* What is being asked *
Look through the listing for the word "street". Copy each line that has it.

* Task material *
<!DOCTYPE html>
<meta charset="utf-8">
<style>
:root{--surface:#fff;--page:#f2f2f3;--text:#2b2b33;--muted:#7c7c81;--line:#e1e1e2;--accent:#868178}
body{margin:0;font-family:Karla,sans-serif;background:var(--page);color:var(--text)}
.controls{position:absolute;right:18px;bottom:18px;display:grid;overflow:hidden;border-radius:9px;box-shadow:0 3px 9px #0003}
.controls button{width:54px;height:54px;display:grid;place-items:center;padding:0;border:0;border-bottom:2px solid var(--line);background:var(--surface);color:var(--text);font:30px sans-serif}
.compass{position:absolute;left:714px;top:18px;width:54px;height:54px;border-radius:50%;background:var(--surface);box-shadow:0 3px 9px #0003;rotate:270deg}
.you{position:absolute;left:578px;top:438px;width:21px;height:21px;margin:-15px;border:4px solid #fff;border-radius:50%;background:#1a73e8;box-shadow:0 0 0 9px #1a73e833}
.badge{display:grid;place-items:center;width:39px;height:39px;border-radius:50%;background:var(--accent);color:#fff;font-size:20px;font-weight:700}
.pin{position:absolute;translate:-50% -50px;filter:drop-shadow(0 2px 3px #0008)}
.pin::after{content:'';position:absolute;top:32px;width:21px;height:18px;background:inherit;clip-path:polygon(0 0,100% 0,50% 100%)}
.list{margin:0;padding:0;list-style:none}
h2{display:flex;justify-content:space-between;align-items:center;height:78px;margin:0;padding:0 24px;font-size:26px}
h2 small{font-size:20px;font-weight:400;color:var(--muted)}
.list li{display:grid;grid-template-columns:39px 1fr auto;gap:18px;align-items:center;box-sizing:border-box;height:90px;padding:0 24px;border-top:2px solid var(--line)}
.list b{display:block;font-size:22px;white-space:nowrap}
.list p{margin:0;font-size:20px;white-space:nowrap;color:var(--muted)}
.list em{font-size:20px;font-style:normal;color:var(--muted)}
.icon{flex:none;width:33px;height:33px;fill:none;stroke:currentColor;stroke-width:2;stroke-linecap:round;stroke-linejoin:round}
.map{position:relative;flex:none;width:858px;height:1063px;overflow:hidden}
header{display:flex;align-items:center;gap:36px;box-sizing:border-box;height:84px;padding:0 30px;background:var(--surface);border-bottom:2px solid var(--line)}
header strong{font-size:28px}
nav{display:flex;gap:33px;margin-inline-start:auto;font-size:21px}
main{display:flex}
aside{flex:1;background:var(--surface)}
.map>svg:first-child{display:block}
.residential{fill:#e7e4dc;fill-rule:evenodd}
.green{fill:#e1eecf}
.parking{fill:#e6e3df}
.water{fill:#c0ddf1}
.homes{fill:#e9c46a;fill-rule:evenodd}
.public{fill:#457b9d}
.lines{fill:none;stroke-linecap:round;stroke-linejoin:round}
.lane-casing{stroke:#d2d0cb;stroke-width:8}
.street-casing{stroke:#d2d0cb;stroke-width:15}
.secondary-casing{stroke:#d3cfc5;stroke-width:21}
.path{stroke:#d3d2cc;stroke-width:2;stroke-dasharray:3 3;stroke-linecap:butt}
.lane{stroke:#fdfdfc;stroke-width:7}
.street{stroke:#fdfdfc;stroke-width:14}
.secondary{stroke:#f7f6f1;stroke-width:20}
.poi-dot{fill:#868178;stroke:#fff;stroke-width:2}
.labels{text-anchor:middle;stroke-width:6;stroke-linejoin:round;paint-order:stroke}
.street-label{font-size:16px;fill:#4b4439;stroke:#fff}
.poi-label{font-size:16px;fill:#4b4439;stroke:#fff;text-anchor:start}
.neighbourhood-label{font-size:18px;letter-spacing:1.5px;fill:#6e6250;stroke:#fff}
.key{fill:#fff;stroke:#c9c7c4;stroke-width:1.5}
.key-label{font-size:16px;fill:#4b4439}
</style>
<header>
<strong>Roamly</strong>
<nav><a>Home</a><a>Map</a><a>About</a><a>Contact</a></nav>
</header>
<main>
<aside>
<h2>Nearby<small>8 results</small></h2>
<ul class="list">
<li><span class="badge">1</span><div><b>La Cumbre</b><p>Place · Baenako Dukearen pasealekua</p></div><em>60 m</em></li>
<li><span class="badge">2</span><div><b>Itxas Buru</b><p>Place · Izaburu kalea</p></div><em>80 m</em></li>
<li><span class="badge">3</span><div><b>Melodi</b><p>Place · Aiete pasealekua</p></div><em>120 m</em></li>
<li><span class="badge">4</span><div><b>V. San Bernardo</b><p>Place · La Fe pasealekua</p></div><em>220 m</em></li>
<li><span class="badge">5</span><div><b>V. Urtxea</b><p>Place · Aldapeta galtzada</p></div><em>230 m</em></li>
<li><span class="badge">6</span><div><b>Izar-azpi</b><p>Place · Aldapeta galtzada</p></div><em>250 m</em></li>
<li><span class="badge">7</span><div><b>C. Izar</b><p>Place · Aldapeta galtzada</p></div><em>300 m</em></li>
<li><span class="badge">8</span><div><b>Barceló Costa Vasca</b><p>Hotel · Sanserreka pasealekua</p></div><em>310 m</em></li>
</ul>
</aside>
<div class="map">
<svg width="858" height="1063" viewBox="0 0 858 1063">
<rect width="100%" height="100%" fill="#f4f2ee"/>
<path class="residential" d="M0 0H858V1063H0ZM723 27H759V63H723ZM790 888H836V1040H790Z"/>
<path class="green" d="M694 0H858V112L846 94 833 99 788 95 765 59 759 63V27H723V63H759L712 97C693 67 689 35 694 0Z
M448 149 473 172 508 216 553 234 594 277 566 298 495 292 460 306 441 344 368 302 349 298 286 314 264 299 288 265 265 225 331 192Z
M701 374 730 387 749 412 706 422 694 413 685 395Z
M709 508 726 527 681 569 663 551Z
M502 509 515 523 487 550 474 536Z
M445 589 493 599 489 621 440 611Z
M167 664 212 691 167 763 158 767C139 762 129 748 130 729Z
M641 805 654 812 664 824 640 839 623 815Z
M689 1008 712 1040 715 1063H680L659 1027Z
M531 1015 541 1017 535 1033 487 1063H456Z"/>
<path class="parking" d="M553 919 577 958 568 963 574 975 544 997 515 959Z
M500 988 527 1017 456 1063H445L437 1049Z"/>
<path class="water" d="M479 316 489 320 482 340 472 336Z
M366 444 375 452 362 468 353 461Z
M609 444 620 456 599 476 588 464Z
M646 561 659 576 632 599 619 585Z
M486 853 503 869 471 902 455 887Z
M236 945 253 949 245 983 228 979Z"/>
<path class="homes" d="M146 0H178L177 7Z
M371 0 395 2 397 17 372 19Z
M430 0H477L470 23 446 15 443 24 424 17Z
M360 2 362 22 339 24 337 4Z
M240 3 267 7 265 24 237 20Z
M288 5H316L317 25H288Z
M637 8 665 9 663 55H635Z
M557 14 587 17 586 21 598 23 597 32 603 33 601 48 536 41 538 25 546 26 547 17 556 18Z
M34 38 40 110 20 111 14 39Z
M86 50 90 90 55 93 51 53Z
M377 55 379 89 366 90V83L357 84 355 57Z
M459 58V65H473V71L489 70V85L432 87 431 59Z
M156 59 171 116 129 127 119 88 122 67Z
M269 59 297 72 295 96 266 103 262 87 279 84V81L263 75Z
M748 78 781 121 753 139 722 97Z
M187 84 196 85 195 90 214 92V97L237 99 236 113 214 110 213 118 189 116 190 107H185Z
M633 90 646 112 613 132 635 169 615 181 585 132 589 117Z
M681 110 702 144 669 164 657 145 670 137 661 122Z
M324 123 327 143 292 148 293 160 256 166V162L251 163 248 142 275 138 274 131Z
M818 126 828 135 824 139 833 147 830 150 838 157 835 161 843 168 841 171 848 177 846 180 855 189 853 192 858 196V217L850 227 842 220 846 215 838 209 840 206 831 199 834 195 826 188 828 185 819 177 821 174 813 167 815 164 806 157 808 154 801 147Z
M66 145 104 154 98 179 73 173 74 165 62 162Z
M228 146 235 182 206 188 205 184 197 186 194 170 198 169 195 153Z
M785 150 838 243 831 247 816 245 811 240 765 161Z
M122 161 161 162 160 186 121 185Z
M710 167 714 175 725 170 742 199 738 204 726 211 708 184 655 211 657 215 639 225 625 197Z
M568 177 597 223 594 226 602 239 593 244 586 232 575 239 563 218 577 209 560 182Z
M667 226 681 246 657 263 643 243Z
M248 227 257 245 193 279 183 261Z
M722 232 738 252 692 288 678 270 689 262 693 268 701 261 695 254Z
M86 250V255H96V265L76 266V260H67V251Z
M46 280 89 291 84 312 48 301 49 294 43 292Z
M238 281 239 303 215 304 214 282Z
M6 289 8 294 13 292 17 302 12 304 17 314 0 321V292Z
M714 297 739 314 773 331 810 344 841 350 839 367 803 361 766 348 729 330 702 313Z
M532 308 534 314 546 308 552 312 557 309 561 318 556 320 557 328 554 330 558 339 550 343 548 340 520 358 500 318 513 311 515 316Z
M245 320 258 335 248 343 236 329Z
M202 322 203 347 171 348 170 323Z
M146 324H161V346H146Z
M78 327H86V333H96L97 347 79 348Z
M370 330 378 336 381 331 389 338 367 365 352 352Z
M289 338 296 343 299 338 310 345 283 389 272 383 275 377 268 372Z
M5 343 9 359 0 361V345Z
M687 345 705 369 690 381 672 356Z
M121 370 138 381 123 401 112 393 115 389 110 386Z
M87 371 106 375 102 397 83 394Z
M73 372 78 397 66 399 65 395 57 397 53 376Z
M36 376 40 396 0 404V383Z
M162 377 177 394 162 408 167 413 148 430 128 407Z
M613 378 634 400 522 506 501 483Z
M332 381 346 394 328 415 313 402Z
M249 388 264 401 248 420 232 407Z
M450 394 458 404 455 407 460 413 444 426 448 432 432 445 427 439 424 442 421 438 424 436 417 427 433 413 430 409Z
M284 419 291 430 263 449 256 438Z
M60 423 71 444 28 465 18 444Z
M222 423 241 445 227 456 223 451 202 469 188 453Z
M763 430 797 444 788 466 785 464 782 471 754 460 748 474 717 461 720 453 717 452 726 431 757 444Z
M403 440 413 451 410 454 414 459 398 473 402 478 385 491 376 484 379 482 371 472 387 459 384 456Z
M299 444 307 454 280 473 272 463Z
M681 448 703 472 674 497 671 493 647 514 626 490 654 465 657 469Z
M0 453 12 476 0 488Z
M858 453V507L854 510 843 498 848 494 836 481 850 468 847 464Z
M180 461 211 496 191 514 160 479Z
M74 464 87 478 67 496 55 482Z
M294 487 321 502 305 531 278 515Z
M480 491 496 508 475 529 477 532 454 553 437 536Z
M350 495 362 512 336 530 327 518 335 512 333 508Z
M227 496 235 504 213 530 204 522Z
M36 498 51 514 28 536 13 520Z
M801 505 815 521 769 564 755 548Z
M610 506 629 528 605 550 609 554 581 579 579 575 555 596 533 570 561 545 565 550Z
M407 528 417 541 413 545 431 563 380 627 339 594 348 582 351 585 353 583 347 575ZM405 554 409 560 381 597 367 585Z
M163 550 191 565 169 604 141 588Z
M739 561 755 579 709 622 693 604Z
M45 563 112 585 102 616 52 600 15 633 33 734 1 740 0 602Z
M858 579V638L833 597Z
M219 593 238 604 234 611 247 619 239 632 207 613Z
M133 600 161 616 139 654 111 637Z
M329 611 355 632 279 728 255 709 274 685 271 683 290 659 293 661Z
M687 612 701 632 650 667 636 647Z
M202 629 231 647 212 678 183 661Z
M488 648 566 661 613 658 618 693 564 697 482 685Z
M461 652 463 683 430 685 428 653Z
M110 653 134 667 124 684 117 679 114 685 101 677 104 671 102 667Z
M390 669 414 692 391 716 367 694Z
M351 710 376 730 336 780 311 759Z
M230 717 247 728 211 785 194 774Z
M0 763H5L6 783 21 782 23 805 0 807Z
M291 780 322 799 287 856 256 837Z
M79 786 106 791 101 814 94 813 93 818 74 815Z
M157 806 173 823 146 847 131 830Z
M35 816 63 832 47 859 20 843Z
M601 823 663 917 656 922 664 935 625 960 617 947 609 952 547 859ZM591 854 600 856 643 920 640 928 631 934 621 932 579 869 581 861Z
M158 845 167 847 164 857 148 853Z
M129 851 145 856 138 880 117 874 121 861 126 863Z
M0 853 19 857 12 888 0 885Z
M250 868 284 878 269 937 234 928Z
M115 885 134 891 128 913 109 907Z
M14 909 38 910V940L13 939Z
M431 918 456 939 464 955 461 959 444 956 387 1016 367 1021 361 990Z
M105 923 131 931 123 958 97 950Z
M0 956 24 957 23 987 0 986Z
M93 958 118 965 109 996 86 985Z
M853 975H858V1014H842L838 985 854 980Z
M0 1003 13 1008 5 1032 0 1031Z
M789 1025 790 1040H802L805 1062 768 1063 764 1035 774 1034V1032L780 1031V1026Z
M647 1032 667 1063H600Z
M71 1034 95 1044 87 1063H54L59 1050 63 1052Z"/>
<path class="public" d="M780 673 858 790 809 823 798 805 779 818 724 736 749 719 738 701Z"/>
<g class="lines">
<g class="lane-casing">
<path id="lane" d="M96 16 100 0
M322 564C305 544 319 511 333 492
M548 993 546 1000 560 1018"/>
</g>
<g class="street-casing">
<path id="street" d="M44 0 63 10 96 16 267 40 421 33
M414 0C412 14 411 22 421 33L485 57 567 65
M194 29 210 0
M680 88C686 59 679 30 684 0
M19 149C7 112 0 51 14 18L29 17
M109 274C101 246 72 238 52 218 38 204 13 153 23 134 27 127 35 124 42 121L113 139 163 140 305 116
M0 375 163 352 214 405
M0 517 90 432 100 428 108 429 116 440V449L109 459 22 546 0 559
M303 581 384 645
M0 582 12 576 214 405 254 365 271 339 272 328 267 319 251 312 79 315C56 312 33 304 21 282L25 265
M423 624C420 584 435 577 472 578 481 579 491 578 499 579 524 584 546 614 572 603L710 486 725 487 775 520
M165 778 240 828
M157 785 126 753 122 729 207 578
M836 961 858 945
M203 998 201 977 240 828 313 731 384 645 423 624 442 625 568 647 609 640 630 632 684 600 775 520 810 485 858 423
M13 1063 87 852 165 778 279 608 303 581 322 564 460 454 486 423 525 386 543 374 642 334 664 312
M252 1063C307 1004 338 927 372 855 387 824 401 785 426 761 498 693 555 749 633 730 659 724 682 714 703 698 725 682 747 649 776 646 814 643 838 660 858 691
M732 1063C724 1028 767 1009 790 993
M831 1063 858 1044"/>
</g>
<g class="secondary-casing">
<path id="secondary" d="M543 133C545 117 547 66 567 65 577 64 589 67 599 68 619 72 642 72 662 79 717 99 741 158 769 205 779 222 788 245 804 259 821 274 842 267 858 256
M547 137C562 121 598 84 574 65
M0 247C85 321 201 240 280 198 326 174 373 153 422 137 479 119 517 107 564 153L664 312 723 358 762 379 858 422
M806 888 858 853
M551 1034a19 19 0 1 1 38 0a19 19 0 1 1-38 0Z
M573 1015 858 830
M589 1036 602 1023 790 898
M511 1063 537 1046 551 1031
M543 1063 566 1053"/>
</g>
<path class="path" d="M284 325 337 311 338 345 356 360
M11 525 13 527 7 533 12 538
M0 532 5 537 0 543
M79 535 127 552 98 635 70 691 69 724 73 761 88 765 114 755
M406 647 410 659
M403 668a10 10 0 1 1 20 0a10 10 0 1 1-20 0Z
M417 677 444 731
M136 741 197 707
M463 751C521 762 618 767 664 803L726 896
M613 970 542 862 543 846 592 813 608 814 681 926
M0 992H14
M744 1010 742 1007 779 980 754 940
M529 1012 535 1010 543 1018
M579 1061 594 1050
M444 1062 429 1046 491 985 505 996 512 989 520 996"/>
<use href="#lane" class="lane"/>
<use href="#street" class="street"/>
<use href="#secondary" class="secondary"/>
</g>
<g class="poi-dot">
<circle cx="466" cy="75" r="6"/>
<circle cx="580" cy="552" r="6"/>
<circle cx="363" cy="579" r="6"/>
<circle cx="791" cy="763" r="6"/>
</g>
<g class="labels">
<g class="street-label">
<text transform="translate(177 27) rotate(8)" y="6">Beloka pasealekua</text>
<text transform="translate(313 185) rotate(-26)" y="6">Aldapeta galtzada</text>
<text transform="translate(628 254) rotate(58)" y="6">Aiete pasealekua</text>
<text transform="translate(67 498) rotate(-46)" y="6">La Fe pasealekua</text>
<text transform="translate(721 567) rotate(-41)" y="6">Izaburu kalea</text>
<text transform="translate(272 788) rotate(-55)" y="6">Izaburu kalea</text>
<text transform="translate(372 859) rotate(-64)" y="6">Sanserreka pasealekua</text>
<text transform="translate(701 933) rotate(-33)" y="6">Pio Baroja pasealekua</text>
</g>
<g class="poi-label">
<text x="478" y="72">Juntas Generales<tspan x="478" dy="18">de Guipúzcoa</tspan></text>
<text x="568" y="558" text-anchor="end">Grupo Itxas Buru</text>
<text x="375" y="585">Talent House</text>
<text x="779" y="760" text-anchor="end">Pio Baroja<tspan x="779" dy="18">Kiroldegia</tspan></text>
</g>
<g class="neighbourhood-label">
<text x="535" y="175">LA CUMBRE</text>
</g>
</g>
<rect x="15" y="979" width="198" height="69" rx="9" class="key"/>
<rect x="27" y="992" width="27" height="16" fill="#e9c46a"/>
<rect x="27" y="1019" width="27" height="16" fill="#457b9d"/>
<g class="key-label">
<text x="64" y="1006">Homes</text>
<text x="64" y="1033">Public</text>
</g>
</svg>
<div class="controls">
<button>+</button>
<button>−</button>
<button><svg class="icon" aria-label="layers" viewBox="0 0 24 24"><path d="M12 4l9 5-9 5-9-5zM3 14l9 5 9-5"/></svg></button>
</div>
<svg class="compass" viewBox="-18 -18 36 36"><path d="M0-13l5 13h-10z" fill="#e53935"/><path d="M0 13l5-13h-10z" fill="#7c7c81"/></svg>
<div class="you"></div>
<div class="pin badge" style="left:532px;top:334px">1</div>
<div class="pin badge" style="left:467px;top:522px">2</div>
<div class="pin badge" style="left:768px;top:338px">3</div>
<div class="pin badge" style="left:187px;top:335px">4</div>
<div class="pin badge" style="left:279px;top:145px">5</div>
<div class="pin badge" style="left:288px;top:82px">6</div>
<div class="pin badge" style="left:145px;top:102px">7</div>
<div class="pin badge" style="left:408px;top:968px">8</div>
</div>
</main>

* Task output *
.street-casing{stroke:#d2d0cb;stroke-width:15}
.street{stroke:#fdfdfc;stroke-width:14}
.street-label{font-size:16px;fill:#4b4439;stroke:#fff}
<g class="street-casing">
<path id="street" d="M44 0 63 10 96 16 267 40 421 33
<use href="#street" class="street"/>
<g class="street-label">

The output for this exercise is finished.